Class reference

Codecs & canonical content

Codecs

A Document is Kinogaki Core's one native shape: a tree of path-addressed Elements holding typed Values, wired by connections. The native .prisma text and .prism binary serialize that shape directly. Every other format is a codec — a bidirectional translator between foreign bytes and a Document. The codec layer is how a Markdown note, an HTML page, a JSON tree, or an SVG drawing become a Document you can read, query, edit, and emit back out in any format that can represent it.

This is also the layer the rest of Kinogaki renders through. The issue tracker and these docs are authored in Markdown, normalized into the document model, and emitted as the HTML page you are reading. The pipeline is decode → Document → encode, and the Document in the middle is plain, diff-clean, and inspectable.

Orienting example

Read a Markdown file, look at it as a Document, write it back out as HTML:

#include "kinogaki/Codecs.h"
using namespace kinogaki;

Document doc;
doc.load("notes.md");                  // Markdown → Document (Codec::Auto picks it from .md)
std::string prisma = doc.toString();   // the document model, as .prisma ASCII
doc.save("notes.html", Codec::Html);   // emit the same model as HTML

Markdown and HTML target the same document model, so loading through one codec and saving through another is a real conversion with no per-pair adapter. There is one model and a codec on each side.

The Codec selector

Codec is the one value you pass to every read or write. It names the format. Auto resolves from a file's extension on load/save, or sniffs the native bytes on decode.
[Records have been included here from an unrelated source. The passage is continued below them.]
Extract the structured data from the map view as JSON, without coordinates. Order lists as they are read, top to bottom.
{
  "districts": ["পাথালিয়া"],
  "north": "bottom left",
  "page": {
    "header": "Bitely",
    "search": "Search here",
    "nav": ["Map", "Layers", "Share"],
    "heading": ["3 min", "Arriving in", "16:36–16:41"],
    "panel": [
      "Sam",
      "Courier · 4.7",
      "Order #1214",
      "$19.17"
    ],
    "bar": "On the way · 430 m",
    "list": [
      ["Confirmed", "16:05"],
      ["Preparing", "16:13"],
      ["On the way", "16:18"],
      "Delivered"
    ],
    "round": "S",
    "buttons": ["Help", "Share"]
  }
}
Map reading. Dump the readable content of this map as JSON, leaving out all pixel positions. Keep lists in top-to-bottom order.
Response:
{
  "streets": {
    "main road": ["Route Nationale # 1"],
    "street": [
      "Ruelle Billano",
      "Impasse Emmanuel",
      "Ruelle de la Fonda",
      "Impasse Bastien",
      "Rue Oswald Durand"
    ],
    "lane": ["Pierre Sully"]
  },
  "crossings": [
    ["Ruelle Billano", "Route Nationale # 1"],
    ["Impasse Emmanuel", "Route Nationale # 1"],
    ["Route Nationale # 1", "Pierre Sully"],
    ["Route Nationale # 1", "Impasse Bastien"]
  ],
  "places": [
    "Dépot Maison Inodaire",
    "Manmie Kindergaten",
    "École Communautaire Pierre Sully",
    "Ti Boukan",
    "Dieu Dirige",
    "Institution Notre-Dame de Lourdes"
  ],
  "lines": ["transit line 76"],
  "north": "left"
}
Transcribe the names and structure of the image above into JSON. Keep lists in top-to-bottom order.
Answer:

enum class Codec { Auto, Prism, PrismBinary, Json, Markdown, Html, Svg, Text, Blob };

The integer values match kinogaki::Codec and the C ABI, so the Python IntEnum is the same selector across the wall.

| Codec | Format | Target model | Notes | | --- | --- | --- | --- | | Auto | by extension / sniff | — | the default for load and save | | Prism | .prisma ASCII | native | the default for toString | | PrismBinary | .prism binary | native | the only codec that honors compress | | Json | JSON | scene/structured | encode renders any Document | | Markdown | Markdown | document | CommonMark common-core subset | | Html | HTML | document | superset of the Markdown subset | | Svg | SVG | vector | structural element tree, not a blob | | Text | plain text | document (text) | lossless lines, byte-exact round-trip | | Blob | arbitrary bytes | document (blob) | lossless bytes, byte-exact round-trip |

codecName, codecByName, and codecForPath map between a Codec and its name/extension:

const char*          codecName(Codec codec);              // "markdown", "html", …
std::optional<Codec> codecByName(std::string_view name);  // "markdown"/"md"/"json"/… → Codec
Codec                codecForPath(std::string_view path); // by file extension; Blob fallback

Encode and decode

The two in-memory primitives convert bytes to and from a Document. Both directions are fallible.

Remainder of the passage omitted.